Hinch mentioned A’s minor league coach Webster Garrison, a former minor league teammate of Hinch’s with the A’s who is now fighting for his life, living on a ventilator in Louisiana after contracting the coronavirus. Both Hinch and former A’s pitcher Dave Stewart (a teammate of Baker’s on the 1981 World Series-winning Dodgers) were vacationing in different parts of Mexico. Stewart suffered flu-like symptoms, came home and self-isolated for 14 days, ultimately testing negative for COVID-19. Hinch and his family had reduced the choices of family vacation to San Francisco or New York — eventually two hard-hit areas for coronavirus — but chose Mexico.

For split seconds, glimmers in the mind allow people to think about when. When the games resume. When life gets back to normal. In telephone conversations since the shutdown, Baker slipped into thinking about the season, about the challenge of learning players, winning, the rhythm of the baseball life he craves. Hinch did the same, thinking about his eventual return to the game. It isn’t because they possess some overly optimistic expectation that baseball will be played in 2020 but more because baseball is what they know, a habit to believe everything is going to be all right. There have been strikes, lockouts, World Series cancellations, but baseball has never been shut down for a full season in its 152-year history. While war has stopped Europe and other parts of the world, turning sheltering and rationing into a way of life for years, America has always been fortunate enough to play on — until now.

“It is surreal. Sometimes we’ll walk and not see anyone,” Hinch said. “Others, we’ll walk and see another person like 150 yards away and subtly go in another direction. Six feet is not a magic number. It’s a scientific suggestion. But a friend of mine also said about the suspension and now this: You may find out you enjoy seeing your family more than six months a year and being away all the time. It’s kind of weird to say, but it’s nice to know you have a good family.”

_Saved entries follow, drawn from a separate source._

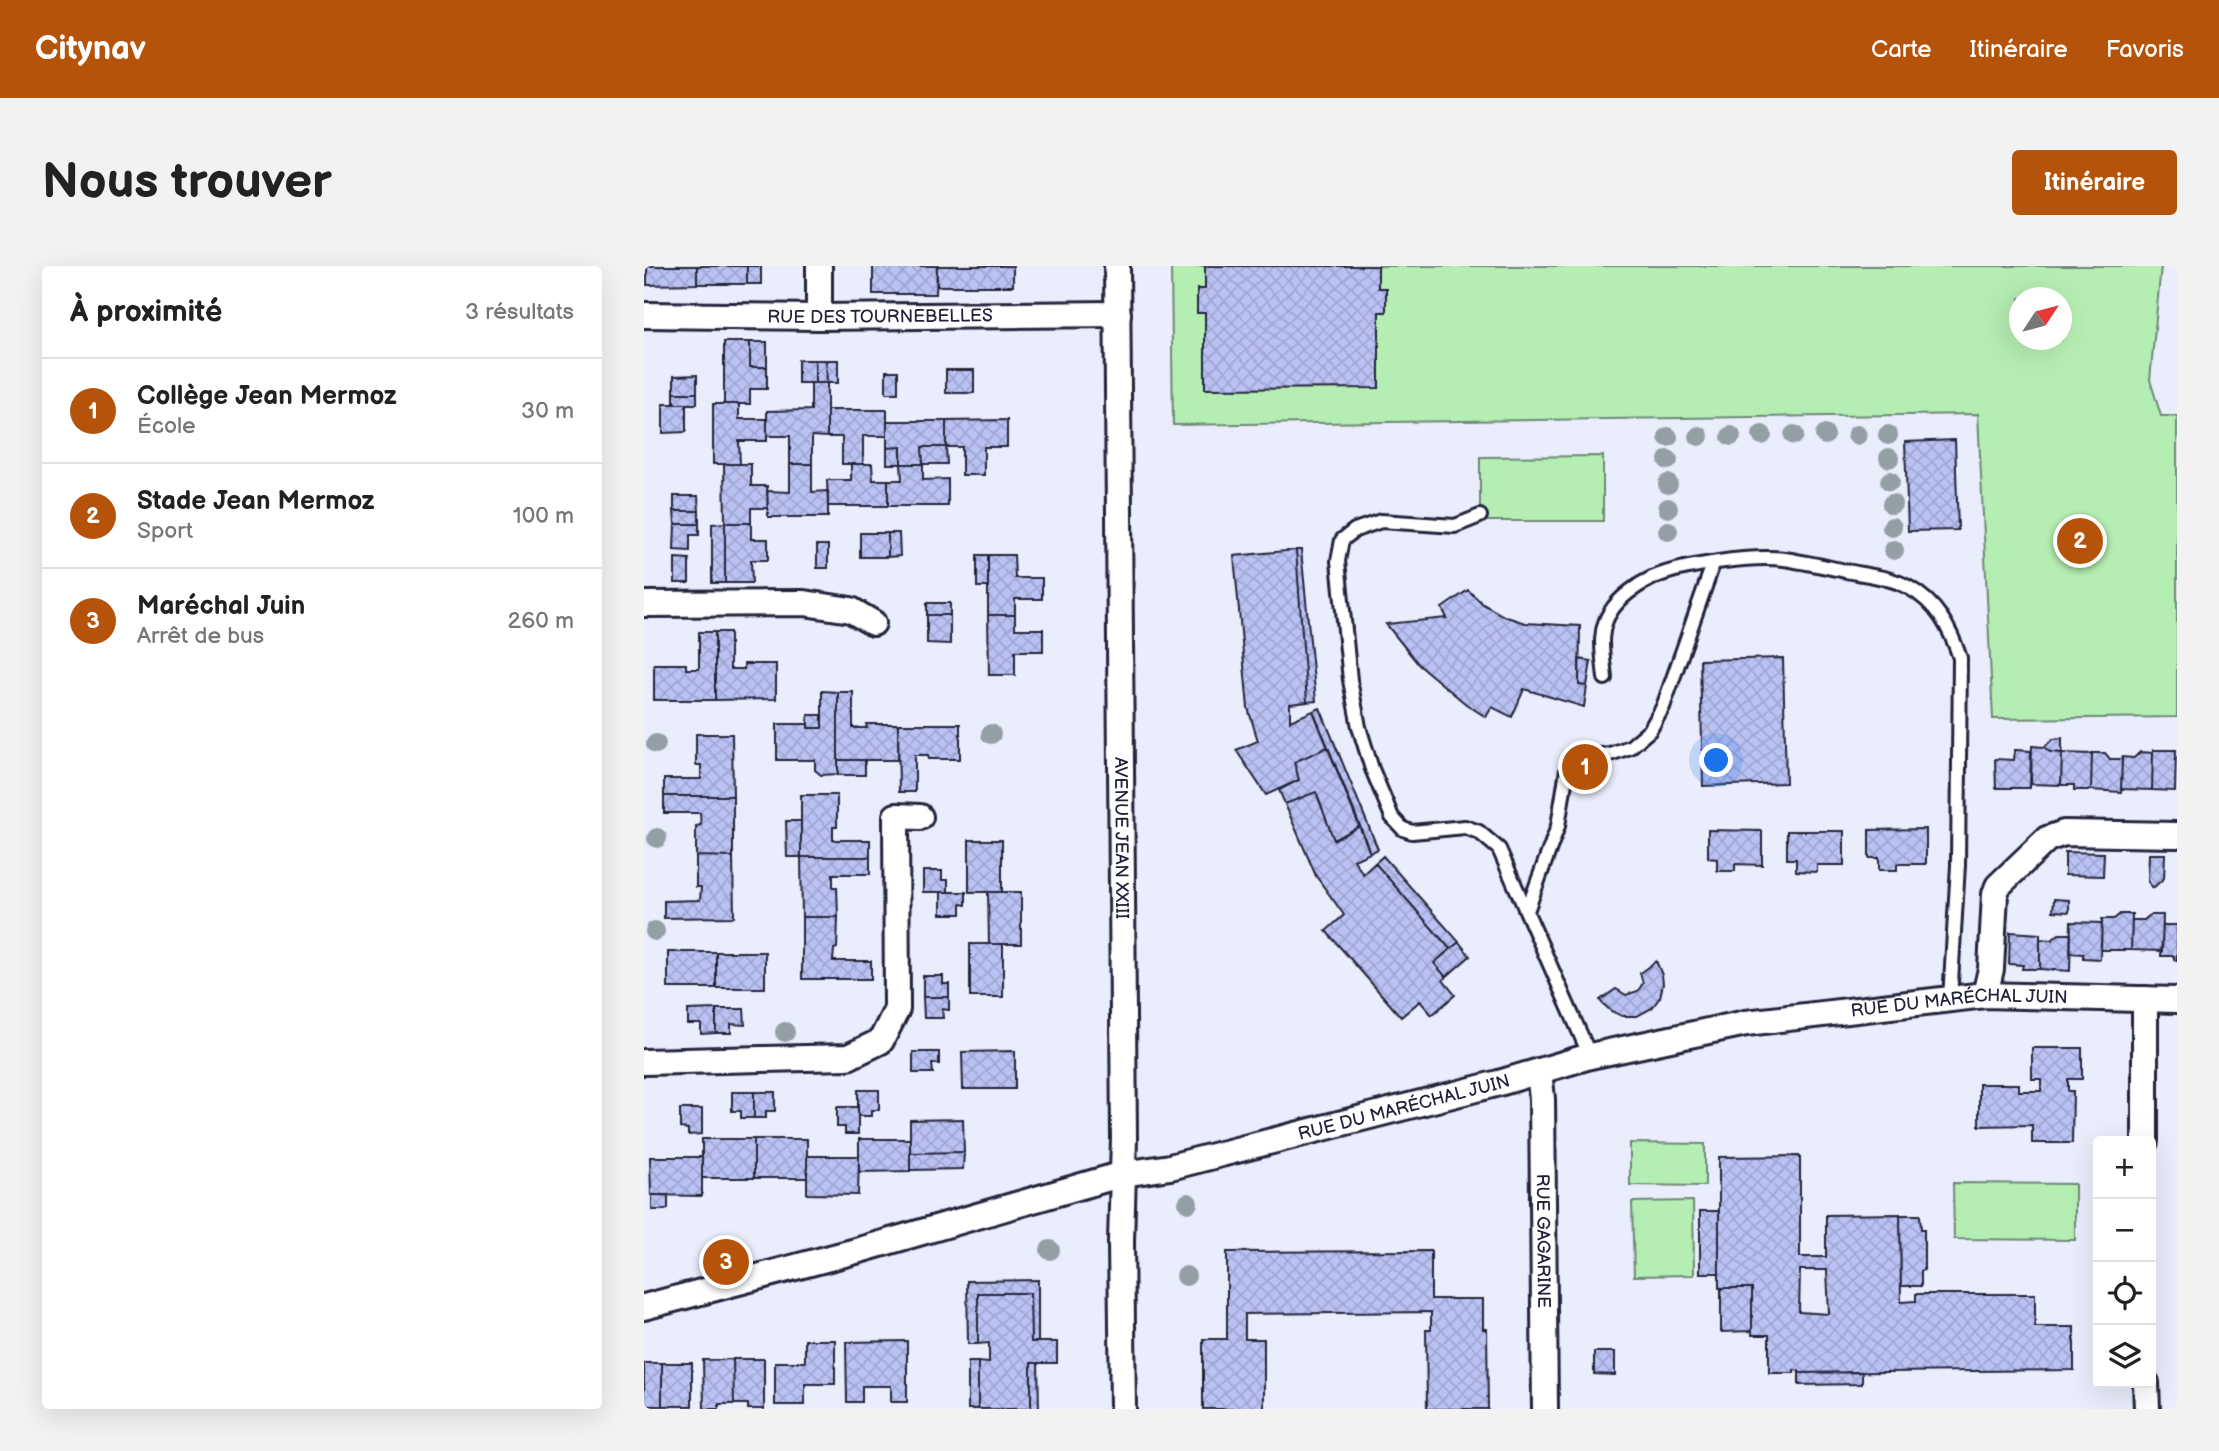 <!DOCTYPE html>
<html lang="fr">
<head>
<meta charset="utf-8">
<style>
  body { margin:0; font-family:"Balsamiq Sans",sans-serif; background:#f2f2f2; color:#222 }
  .controls { position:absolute; right:21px; bottom:21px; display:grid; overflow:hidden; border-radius:7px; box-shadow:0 7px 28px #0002 }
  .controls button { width:63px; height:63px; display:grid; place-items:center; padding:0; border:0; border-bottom:2px solid #e0e0e0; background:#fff; color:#222; font:35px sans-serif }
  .compass { position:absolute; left:1365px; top:21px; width:63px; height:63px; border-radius:50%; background:#fff; box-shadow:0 7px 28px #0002; rotate:54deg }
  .you { position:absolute; left:1073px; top:495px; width:24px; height:24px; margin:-18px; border:5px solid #fff; border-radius:50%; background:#1a73e8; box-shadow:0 0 0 10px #1a73e833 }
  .badge { display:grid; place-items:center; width:46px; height:46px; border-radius:50%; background:#b45309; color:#fff; font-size:23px; font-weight:700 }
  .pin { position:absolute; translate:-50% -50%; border:4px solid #fff; box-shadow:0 2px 7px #0006 }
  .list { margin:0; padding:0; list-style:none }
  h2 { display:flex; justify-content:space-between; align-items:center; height:91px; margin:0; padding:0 28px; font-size:30px }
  h2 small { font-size:23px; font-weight:400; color:#767676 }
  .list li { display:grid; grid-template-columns:46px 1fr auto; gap:21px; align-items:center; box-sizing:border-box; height:105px; padding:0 28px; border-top:2px solid #e0e0e0 }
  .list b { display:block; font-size:26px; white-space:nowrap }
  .list p { margin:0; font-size:23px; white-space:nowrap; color:#767676 }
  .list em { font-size:23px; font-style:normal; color:#767676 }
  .icon { flex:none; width:38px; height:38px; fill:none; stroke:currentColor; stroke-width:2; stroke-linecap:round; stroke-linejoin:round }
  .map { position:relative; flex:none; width:1533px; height:1143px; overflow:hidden; border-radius:7px }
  header { display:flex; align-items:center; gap:42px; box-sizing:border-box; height:98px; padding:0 35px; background:#b45309; color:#fff }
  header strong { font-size:33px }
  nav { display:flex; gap:38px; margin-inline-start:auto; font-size:24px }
  .intro { display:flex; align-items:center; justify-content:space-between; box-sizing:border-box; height:168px; padding:0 42px }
  h1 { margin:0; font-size:49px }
  .button { padding:18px 32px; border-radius:7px; background:#b45309; color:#fff; font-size:24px; font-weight:700 }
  main { display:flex; gap:42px; padding:0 42px }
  aside { flex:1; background:#fff; border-radius:7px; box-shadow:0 7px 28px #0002 }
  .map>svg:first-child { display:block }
</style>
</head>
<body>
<header>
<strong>Citynav</strong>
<nav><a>Carte</a><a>Itinéraire</a><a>Favoris</a></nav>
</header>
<div class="intro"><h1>Nous trouver</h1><a class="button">Itinéraire</a></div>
<main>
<aside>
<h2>À proximité<small>3 résultats</small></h2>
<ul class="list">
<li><span class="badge">1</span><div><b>Collège Jean Mermoz</b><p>École</p></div><em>30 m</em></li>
<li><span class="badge">2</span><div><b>Stade Jean Mermoz</b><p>Sport</p></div><em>100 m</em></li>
<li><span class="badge">3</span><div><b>Maréchal Juin</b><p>Arrêt de bus</p></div><em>260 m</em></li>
</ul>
</aside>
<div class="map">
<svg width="1533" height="1143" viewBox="0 0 1533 1143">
  <defs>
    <pattern id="building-cross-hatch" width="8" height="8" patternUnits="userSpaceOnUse" patternTransform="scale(1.75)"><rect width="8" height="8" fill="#bac2f3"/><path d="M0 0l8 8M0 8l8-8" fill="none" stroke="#a0a6d1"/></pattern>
  </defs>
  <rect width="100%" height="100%" fill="#eaedfb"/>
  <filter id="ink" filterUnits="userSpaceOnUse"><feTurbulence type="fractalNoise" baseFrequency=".0143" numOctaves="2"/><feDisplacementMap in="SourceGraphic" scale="14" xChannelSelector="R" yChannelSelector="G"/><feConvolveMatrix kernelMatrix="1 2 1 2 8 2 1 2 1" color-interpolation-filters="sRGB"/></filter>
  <g filter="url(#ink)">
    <path fill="#b5eeb2" stroke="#6c8876" stroke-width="2" fill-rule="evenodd" d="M527 0H1517L1506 114 1517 150H1533V451L1349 453 1334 148 529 159ZM1376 32H1418V74H1376Z
      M959 190V255H836V191Z
      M986 877 1061 878V920L986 919Z
      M1309 917 1431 918V974L1310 973Z
      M1049 935 1050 1009 990 1010 988 936Z"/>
    <path fill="url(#building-cross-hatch)" stroke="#22223b" stroke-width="2" fill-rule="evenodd" d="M3 0H53V18L3 19Z
      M53 0H103V18H53Z
      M103 0H117V18H103Z
      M229 0H293L292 28H229Z
      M293 0H369V20H293Z
      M561 0H734V22H742V46H735V122L561 123V47H553V23H561Z
      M80 76H106V101H123V123H106V138H80Z
      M106 76H123V101H106Z
      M154 94H171V117H154Z
      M171 94H182L183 117H171Z
      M182 94H194V117H183Z
      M302 104H330V127H302Z
      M242 105H254V127H242Z
      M53 109V127H30V110Z
      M167 117H183V171L168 170V198H146V170H123V145L167 144Z
      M30 127H53V138H30Z
      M19 138H42V166L19 167Z
      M69 138H95V153H123V175H95L96 198H69Z
      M183 144H243V170H219V198H198V171H183Z
      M363 154V181H340V209H318V181H302V155Z
      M243 155H302V181H278L279 198H257V181L243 182Z
      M1311 174 1314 264 1264 265 1261 176Z
      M257 181V198H243V182Z
      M278 181H302L303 198H279Z
      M80 198H107V220H123L124 242H107V257H81Z
      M146 198H168V226L184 225V251H124L123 225 146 226Z
      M207 198H228L229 214H244V240H184L183 214H207Z
      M257 198H279V214L304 213V240H244V214H258Z
      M30 230H54L55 245H30Z
      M30 245H55V258H31Z
      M81 257V317H68V258Z
      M81 257H107V273H124V294H107L108 317H81Z
      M31 258H55V269H46V285L30 284Z
      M216 267H244V291H216Z
      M244 267H255L256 290 244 291Z
      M173 279H184V302H173Z
      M652 284 663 436 646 438V455L669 445 684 481 650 496 655 514 622 529 592 484 614 475 604 442 590 290Z
      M652 284H657L672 435 663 436Z
      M333 289H344V321H333Z
      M344 289H370L371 312H398V333H371V349H344Z
      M31 292 45 293V317H31Z
      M824 324 839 338 860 350 881 357 936 360 935 419 943 420 940 441 880 423 868 451 848 441 842 451 822 438 775 399 742 358 803 352 798 342Z
      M283 337H306V349H283Z
      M283 349H306V378L283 377Z
      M344 349H371V363H399V385H371V409H345Z
      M55 366H71V434H10V398H42V403H55Z
      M71 366H86V403H100V398H132V433L71 434Z
      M1139 392 1142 517 1059 520 1056 394Z
      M935 393 947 395 943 420 935 419Z
      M178 425 194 426V508L177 509 171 504V494H133V458H164V462H178Z
      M194 426H209V462H223L222 458H254V494H194Z
      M676 442 734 583 726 587 669 445Z
      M164 449H178V462H164Z
      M254 458H316V493H285L284 489H271V526H255Z
      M52 468H88L89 530H20V513H57V499H52Z
      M1418 472V487L1406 486 1400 481 1409 473Z
      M1388 480 1400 481 1406 486 1418 487 1417 519 1387 518Z
      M684 481 716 560 690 574 672 526 641 538 635 524 655 514 650 496Z
      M1371 484 1387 485 1386 522H1352L1351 493 1370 494Z
      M1509 484H1532L1531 525 1508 524Z
      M1496 486 1509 487 1508 524 1477 523 1478 491 1490 492Z
      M1418 487 1448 488 1447 524H1430V519H1417Z
      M1448 487H1461L1466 493H1478L1477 526 1447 524Z
      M194 494H221V509H194Z
      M672 526 690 574 716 560 726 587 710 594 719 608 731 597 806 683 790 697 802 711 799 714 811 729 788 749 776 735 757 751 682 665 700 649 672 610 641 538Z
      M157 529H193V561H189V574H226V591H157Z
      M20 530H89V591L52 590V560L57 559 56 547H20Z
      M142 555H157V591H143Z
      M1282 563V598H1253V604H1235V592H1225V564Z
      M1064 564 1118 565V599L1091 598V605H1073V593L1064 592Z
      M1143 565H1200V599H1173V606L1152 605V593H1143Z
      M325 574H358V626H325Z
      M1421 586 1460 587 1459 610 1421 609Z
      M1505 588H1521L1520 612 1509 622 1504 616Z
      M52 590 89 591 90 651 20 652V635L56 634 57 621H52Z
      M739 590 815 676 806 683 731 597Z
      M157 591H226V608H189V621H193L194 651H158Z
      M279 605H298V614H304V626H279Z
      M297 626H322V639L317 638V648H297Z
      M344 626H377V678H345Z
      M1410 633 1425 634V646L1409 645Z
      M1476 648H1488L1487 684H1457L1458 653H1470Z
      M1506 649H1519L1518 685 1487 684 1488 654H1500Z
      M158 651H194L193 682 190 683 189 695H227V713H158Z
      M1427 656 1458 657 1456 693 1439 692V688L1426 687Z
      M1519 659H1533V695L1530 694V690H1517Z
      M1366 666 1396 668V703H1378L1379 699 1365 698Z
      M1415 668H1427L1426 705 1396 703V673L1408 674Z
      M815 676 826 690 802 711 790 697Z
      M326 678H359V731H326Z
      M24 686H72V722H24Z
      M72 686H121V722H72Z
      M1012 695 1018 709 1019 718 1016 731 1008 742 993 750H978L967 745 958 737 956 734 972 723 982 729 994 725 999 717 996 707Z
      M279 710H299V718H305V731H279Z
      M279 731H305V744L298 743 299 752H280Z
      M72 743H100L101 759 87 758V767H72Z
      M72 743V767L57 768V758H44V744Z
      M1388 782H1438V813H1424V825H1429L1428 877H1388V859L1335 860V818H1375V825H1397V813H1388Z
      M371 785V823H319L318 786Z
      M269 786H295V798H288L289 807H269Z
      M214 824H235V844H227V850H214Z
      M88 826H110V852H97V845H88Z
      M110 826H131V845H122V852H110Z
      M193 841H214V868H201V861H193Z
      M36 843H58V868L44 869V863L36 862Z
      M319 853 320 886 266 887V854Z
      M58 873H110V912H58Z
      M110 873H163V912H110Z
      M215 873H266V905L215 906Z
      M320 886 319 903 266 904V887Z
      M163 890H215L214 929 163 928Z
      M1156 890V991H1182V949L1256 948 1257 1036 1272 1035V1028H1391V1061H1430V1104L1155 1107V1105L1150 1104V1107H1125V1069H1108V1022H1075V891ZM1156 1004H1183L1185 1048 1155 1046Z
      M6 891H58V930L7 929Z
      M8 929H24V942L21 944H8Z
      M1056 945H1075V1007H1056Z
      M1256 949H1276L1277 963H1280V1004L1277 1005V1020H1257Z
      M787 985V1033H839V1063H843L844 1143H783L782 1064H787V1046L601 1048V1073H620V1143H559V1073H583V986Z
      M394 1014V1076H387L386 1027H334V1078H324L323 1015Z
      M1077 1022H1108V1065L1077 1066Z
      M334 1027H386L387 1076H413V1097H387V1143H334V1096L345 1097V1077L334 1078Z
      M161 1074H191V1118H161V1139H131V1096H161Z
      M263 1075V1136H247V1120H218V1136H203L202 1076Z
      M950 1086H971V1109L950 1108Z
      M89 1093 90 1138H75V1143H60L59 1094Z
      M89 1093H120V1143H104V1138H90Z
      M324 1096H334V1143H324Z
      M0 1097H18V1140H0Z
      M18 1097H48V1140H18Z
      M387 1097H394L395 1143H387Z
      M1218 1106V1118L1155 1119V1107Z"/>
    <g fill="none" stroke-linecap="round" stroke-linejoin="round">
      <g stroke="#22223b" stroke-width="18">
        <path id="lane" d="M836 250 811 260 737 255 711 264 698 274 694 295 706 414 715 461 728 503 748 551 759 563 768 566 821 561 835 566 855 583 946 790
          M961 412C959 389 953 365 967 345 976 331 993 319 1008 312 1037 299 1108 289 1140 293 1161 296 1182 301 1202 305 1222 309 1246 311 1264 321 1293 337 1306 362 1316 392L1314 599 1306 733
          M883 645 914 560 923 504 933 492 966 488 986 481 1006 464 1019 441 1069 298"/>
      </g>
      <g stroke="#22223b" stroke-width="30">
        <g id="street">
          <path id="s1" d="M473 0 480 872 477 975 479 1143"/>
          <path id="s2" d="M0 49 175 51 474 48"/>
          <path d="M175 51V0"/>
          <path d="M0 338 160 337 207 344 229 357"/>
          <path d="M1341 729 1347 703 1351 628 1354 620 1403 573 1420 567 1533 569"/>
          <path d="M1501 733V875"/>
          <path d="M0 796 204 791 237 775 253 743 252 550 276 551"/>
          <path id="s3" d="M895 805 898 833 901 1143"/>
          <path id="s4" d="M0 1041 212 985 479 908 526 901 855 817 946 790 1102 757 1341 729 1533 734"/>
          <path d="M1502 1117 1503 1143"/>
        </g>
      </g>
      <use href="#lane" stroke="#fff" stroke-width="12"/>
      <use href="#street" stroke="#fff" stroke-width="24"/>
    </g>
    <g fill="#949fa5">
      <circle cx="1118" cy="169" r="10"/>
      <circle cx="1150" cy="169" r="10"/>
      <circle cx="1181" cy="169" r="10"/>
      <circle cx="1213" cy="169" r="10"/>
      <circle cx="1244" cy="169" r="10"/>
      <circle cx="1055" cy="170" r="10"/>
      <circle cx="1087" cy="170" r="10"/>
      <circle cx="1024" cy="171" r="10"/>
      <circle cx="1245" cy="192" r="10"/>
      <circle cx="1024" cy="194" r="10"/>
      <circle cx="1246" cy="215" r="10"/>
      <circle cx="1024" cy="218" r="10"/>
      <circle cx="1248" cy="238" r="10"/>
      <circle cx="1024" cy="242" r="10"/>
      <circle cx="1248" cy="261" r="10"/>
      <circle cx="1024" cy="265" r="10"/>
      <circle cx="1250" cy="284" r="10"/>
      <circle cx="347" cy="468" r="10"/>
      <circle cx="12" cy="478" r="10"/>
      <circle cx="13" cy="572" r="10"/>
      <circle cx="11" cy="665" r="10"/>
      <circle cx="141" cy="766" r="10"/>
      <circle cx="544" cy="937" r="10"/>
      <circle cx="406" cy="984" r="10"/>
      <circle cx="542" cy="1010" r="10"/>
    </g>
  </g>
  <g text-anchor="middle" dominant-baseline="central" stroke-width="5" stroke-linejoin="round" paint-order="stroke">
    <g font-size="18" fill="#22223b" stroke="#fff">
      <text stroke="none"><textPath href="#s2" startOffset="236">RUE DES TOURNEBELLES</textPath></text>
      <text stroke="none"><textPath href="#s1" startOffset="572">AVENUE JEAN XXIII</textPath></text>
      <text stroke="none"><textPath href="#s4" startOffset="1353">RUE DU MARÉCHAL JUIN</textPath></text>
      <text stroke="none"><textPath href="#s4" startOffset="786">RUE DU MARÉCHAL JUIN</textPath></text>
      <text stroke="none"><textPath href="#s3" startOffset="170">RUE GAGARINE</textPath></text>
    </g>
  </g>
</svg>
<div class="controls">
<button>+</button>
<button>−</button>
<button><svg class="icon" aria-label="locate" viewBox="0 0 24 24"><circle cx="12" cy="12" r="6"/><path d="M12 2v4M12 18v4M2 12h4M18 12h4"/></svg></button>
<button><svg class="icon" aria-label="layers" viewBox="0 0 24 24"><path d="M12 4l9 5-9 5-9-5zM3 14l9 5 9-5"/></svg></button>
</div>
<svg class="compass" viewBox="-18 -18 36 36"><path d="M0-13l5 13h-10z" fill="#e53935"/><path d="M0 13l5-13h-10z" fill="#767676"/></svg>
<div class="you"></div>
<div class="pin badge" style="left:941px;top:501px">1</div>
<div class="pin badge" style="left:1436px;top:275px">2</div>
<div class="pin badge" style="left:82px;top:996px">3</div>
</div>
</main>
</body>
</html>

Meanwhile, Baker’s task — taking over a baseball team that spiraled the sport into a massive scandal and making the Astros’ currency again valuable — seems ephemeral now. Three weeks ago, we spoke in West Palm Beach about the message he had for his team in dealing with the hostility of road stadiums and retaliation of rival teams, and his fitness to lead Houston to the championship it nearly won last year. But the stadiums are empty now and “Dark Arts” and “Codebreaker” sound not only childish but meaningless in a world lacking testing kits and ventilators. Now, when Baker speaks, he does so not about baseball, or cheating, or redemption, but in a serious combination of biblical and survivalist tones about the belief and fortitude the times now demand.

“I was chosen for this. It’s never been easy. I’ve never had the easy path, and because of that, I’ve never expected the easy path,” he said. “You’ve got to have faith above all. You have to seek out the light, find a way out. You have to hang in there, and soon it’ll get brighter and brighter. When you see the light, you go to it, and that’s how we’ll come out of this.”